(Dataset entries)
********
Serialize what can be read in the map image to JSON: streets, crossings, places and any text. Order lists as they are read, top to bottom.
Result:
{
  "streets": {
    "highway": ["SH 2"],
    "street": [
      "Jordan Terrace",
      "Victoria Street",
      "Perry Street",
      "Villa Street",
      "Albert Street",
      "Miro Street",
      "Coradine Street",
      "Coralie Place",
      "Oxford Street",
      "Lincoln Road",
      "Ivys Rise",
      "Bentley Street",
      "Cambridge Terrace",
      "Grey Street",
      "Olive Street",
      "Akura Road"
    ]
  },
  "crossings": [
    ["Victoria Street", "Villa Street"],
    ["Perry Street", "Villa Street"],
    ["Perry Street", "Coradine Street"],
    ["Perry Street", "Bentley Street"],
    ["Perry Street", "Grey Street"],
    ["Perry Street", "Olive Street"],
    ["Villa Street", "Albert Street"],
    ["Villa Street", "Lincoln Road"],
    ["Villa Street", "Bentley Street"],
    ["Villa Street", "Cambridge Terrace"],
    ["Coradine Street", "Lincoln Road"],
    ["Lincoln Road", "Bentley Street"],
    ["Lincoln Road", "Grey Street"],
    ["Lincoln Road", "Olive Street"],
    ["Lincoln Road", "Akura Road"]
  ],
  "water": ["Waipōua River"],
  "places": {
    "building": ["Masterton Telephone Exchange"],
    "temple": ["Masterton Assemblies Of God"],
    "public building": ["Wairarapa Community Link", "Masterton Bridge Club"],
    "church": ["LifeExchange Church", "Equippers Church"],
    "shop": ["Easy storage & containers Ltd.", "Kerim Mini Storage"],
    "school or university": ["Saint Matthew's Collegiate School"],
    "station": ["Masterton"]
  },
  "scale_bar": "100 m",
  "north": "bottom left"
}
********
# [What is required]
Number of lines with the string "Grey" in the data above: report this figure and nothing more.

# [Task result]
3